Segment Open
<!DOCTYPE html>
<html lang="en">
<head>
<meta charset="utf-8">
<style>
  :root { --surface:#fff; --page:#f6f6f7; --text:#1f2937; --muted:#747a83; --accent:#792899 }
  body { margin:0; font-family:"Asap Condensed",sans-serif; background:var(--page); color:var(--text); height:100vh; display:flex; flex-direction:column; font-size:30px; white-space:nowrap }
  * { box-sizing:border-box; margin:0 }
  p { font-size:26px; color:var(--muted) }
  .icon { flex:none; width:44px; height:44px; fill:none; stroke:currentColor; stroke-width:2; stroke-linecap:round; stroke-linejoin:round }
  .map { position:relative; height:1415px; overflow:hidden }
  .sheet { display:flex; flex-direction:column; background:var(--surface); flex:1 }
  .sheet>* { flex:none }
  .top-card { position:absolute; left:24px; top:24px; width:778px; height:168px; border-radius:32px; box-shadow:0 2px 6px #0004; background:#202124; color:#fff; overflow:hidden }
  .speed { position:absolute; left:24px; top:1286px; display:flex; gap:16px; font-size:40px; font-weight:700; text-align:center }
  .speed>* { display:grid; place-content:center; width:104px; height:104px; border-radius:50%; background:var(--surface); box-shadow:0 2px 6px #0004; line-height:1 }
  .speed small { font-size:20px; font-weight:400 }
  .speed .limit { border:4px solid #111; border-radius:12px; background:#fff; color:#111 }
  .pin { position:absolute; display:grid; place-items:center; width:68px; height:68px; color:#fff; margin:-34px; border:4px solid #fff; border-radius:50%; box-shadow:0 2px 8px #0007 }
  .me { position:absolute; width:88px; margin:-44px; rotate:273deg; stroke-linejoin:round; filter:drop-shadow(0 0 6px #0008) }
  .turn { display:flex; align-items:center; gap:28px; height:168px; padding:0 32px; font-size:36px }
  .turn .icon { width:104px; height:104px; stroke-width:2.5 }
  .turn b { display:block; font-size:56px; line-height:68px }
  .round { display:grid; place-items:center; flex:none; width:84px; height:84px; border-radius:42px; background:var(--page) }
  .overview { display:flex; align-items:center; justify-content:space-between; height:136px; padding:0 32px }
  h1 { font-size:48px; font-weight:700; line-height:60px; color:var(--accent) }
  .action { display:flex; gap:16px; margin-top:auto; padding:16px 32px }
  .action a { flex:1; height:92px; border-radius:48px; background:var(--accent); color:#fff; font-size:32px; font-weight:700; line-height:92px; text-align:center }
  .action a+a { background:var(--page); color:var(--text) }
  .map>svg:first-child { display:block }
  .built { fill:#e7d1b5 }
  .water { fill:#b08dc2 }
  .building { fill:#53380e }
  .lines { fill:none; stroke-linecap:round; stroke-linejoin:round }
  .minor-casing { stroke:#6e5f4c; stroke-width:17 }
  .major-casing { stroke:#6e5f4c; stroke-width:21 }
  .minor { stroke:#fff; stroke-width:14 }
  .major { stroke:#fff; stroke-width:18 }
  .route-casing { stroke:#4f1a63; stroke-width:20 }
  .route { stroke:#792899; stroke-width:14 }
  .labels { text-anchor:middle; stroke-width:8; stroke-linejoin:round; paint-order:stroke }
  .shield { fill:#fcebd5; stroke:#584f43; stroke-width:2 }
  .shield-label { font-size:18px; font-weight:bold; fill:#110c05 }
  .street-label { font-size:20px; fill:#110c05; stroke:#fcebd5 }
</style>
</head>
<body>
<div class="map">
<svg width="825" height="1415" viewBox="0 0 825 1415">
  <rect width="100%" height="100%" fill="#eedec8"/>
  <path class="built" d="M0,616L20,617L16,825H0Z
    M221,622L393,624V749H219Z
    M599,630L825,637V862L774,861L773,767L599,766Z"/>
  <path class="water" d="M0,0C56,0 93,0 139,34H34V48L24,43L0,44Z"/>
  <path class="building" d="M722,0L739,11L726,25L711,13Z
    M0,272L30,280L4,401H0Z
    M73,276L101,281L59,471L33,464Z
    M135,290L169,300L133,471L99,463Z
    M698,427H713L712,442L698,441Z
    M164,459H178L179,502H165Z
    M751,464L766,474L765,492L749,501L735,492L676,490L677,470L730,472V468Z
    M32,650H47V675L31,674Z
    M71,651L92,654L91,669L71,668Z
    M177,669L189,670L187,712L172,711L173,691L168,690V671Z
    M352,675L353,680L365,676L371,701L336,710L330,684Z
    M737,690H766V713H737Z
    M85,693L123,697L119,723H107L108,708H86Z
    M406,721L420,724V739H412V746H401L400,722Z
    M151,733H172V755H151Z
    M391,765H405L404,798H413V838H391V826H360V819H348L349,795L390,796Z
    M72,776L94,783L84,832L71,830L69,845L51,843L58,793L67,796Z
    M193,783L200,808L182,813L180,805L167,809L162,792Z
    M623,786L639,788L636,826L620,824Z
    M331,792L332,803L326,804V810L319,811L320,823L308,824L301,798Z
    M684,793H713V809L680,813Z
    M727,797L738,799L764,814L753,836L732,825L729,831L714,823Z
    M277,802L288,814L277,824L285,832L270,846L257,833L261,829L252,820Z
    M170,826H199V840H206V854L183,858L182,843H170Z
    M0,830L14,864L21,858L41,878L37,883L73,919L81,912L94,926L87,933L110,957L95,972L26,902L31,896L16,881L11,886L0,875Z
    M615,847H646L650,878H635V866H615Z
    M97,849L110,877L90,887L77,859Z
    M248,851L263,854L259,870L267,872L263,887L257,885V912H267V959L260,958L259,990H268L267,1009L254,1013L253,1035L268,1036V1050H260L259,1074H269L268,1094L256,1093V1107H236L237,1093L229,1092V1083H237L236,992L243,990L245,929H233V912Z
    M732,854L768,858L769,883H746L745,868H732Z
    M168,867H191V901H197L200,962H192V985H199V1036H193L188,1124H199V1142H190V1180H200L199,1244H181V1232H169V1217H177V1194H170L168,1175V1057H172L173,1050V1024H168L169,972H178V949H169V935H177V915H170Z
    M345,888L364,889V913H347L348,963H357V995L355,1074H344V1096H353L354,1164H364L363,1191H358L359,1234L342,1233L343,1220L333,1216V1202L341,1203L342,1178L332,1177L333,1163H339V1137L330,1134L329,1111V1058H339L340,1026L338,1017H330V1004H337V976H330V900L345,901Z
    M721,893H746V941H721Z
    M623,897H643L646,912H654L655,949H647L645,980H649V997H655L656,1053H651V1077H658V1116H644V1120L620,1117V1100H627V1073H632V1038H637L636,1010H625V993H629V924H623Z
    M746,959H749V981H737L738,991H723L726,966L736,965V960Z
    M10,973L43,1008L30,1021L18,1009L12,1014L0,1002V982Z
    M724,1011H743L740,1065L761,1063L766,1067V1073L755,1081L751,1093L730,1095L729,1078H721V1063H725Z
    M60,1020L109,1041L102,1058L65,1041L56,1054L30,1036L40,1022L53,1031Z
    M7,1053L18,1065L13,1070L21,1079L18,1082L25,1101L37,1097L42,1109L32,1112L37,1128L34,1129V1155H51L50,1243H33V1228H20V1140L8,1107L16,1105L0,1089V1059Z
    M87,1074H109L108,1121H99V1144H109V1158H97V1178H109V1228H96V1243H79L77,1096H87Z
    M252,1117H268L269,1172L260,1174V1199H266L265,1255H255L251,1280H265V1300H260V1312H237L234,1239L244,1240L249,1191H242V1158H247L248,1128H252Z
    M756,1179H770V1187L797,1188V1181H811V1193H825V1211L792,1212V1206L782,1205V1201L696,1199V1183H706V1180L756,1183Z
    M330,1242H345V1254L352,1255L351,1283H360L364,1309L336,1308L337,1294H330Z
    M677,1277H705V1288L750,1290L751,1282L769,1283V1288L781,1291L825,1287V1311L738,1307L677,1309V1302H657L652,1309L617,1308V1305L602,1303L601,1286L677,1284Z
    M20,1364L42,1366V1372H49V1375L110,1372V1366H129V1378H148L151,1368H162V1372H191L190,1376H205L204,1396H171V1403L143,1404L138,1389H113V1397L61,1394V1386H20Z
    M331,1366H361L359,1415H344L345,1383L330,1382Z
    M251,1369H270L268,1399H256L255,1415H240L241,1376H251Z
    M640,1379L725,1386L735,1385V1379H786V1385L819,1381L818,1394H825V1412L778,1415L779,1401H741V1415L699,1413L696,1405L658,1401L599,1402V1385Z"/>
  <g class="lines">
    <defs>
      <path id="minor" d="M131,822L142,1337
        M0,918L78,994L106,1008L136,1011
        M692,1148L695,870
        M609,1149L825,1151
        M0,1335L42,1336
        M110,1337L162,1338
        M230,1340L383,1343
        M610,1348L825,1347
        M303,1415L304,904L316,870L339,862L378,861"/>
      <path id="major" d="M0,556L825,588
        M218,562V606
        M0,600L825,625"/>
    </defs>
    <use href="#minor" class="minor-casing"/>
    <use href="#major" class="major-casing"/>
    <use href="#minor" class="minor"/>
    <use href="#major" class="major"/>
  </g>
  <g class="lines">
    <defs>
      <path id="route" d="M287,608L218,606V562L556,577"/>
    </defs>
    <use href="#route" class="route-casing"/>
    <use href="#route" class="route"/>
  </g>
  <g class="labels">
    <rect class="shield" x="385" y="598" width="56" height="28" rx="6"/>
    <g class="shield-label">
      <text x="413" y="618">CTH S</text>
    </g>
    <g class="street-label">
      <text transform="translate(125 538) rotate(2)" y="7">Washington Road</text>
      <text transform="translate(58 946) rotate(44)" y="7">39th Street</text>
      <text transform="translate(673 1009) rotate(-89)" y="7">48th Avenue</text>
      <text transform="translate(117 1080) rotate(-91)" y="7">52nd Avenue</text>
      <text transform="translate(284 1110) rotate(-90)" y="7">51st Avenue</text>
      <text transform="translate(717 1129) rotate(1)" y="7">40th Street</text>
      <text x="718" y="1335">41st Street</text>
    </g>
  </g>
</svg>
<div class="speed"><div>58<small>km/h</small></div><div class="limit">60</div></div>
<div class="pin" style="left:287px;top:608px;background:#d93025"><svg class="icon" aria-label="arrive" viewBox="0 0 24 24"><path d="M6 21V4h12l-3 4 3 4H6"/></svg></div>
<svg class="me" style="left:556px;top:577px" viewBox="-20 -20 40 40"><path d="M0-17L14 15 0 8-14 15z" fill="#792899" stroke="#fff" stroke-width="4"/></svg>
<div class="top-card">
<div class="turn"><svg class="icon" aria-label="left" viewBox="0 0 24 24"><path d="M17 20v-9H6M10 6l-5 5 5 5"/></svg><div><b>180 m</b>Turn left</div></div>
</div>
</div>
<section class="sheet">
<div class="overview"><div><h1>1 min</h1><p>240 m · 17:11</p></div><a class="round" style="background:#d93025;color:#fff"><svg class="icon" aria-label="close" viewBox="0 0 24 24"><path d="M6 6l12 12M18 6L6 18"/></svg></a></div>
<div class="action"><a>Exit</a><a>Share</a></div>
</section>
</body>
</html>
Segment Closed
* What you should do
Examine the records and pull out every line where the string "direction" occurs.

* The completed task
  body { margin:0; font-family:"Asap Condensed",sans-serif; background:var(--page); color:var(--text); height:100vh; display:flex; flex-direction:column; font-size:30px; white-space:nowrap }
  .sheet { display:flex; flex-direction:column; background:var(--surface); flex:1 }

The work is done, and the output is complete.